** Data for review follows **
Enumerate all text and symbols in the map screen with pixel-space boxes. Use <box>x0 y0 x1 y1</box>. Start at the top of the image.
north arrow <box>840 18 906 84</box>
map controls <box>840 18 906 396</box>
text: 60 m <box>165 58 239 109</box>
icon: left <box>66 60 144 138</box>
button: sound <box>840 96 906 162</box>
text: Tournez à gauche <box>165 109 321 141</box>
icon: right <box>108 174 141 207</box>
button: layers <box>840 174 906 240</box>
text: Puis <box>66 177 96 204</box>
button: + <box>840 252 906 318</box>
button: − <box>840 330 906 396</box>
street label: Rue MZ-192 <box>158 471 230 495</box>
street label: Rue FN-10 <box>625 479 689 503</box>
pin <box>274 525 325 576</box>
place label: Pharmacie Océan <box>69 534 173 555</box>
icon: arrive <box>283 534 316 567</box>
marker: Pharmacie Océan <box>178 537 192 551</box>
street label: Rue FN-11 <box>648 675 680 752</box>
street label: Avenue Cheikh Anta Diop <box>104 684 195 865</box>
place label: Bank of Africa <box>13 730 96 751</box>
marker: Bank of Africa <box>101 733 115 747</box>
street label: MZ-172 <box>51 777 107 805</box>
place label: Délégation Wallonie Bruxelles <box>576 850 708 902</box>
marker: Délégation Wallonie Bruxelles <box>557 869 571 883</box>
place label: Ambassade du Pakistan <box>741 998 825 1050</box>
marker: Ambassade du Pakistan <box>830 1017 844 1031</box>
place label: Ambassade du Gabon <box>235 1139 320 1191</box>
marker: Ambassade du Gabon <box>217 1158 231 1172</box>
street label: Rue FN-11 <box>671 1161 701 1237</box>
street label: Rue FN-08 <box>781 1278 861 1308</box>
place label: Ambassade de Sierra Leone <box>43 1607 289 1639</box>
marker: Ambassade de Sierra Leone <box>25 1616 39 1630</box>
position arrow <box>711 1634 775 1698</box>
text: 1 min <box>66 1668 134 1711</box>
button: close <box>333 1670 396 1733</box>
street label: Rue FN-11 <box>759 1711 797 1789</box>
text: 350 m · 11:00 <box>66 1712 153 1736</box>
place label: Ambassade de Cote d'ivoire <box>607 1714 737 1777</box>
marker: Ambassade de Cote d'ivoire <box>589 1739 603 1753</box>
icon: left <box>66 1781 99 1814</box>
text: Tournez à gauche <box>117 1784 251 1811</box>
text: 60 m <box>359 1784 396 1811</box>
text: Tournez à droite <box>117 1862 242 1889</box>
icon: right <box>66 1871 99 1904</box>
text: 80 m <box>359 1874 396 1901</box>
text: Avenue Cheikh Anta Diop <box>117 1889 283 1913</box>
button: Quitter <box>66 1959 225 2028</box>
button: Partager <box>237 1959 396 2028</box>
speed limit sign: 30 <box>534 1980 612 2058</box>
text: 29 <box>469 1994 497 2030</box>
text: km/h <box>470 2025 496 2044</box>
** End of Data for review **
What you will do ->
The expected output is the complete data, repeated exactly.

Answer to this task ->
Enumerate all text and symbols in the map screen with pixel-space boxes. Use <box>x0 y0 x1 y1</box>. Start at the top of the image.
north arrow <box>840 18 906 84</box>
map controls <box>840 18 906 396</box>
text: 60 m <box>165 58 239 109</box>
icon: left <box>66 60 144 138</box>
button: sound <box>840 96 906 162</box>
text: Tournez à gauche <box>165 109 321 141</box>
icon: right <box>108 174 141 207</box>
button: layers <box>840 174 906 240</box>
text: Puis <box>66 177 96 204</box>
button: + <box>840 252 906 318</box>
button: − <box>840 330 906 396</box>
street label: Rue MZ-192 <box>158 471 230 495</box>
street label: Rue FN-10 <box>625 479 689 503</box>
pin <box>274 525 325 576</box>
place label: Pharmacie Océan <box>69 534 173 555</box>
icon: arrive <box>283 534 316 567</box>
marker: Pharmacie Océan <box>178 537 192 551</box>
street label: Rue FN-11 <box>648 675 680 752</box>
street label: Avenue Cheikh Anta Diop <box>104 684 195 865</box>
place label: Bank of Africa <box>13 730 96 751</box>
marker: Bank of Africa <box>101 733 115 747</box>
street label: MZ-172 <box>51 777 107 805</box>
place label: Délégation Wallonie Bruxelles <box>576 850 708 902</box>
marker: Délégation Wallonie Bruxelles <box>557 869 571 883</box>
place label: Ambassade du Pakistan <box>741 998 825 1050</box>
marker: Ambassade du Pakistan <box>830 1017 844 1031</box>
place label: Ambassade du Gabon <box>235 1139 320 1191</box>
marker: Ambassade du Gabon <box>217 1158 231 1172</box>
street label: Rue FN-11 <box>671 1161 701 1237</box>
street label: Rue FN-08 <box>781 1278 861 1308</box>
place label: Ambassade de Sierra Leone <box>43 1607 289 1639</box>
marker: Ambassade de Sierra Leone <box>25 1616 39 1630</box>
position arrow <box>711 1634 775 1698</box>
text: 1 min <box>66 1668 134 1711</box>
button: close <box>333 1670 396 1733</box>
street label: Rue FN-11 <box>759 1711 797 1789</box>
text: 350 m · 11:00 <box>66 1712 153 1736</box>
place label: Ambassade de Cote d'ivoire <box>607 1714 737 1777</box>
marker: Ambassade de Cote d'ivoire <box>589 1739 603 1753</box>
icon: left <box>66 1781 99 1814</box>
text: Tournez à gauche <box>117 1784 251 1811</box>
text: 60 m <box>359 1784 396 1811</box>
text: Tournez à droite <box>117 1862 242 1889</box>
icon: right <box>66 1871 99 1904</box>
text: 80 m <box>359 1874 396 1901</box>
text: Avenue Cheikh Anta Diop <box>117 1889 283 1913</box>
button: Quitter <box>66 1959 225 2028</box>
button: Partager <box>237 1959 396 2028</box>
speed limit sign: 30 <box>534 1980 612 2058</box>
text: 29 <box>469 1994 497 2030</box>
text: km/h <box>470 2025 496 2044</box>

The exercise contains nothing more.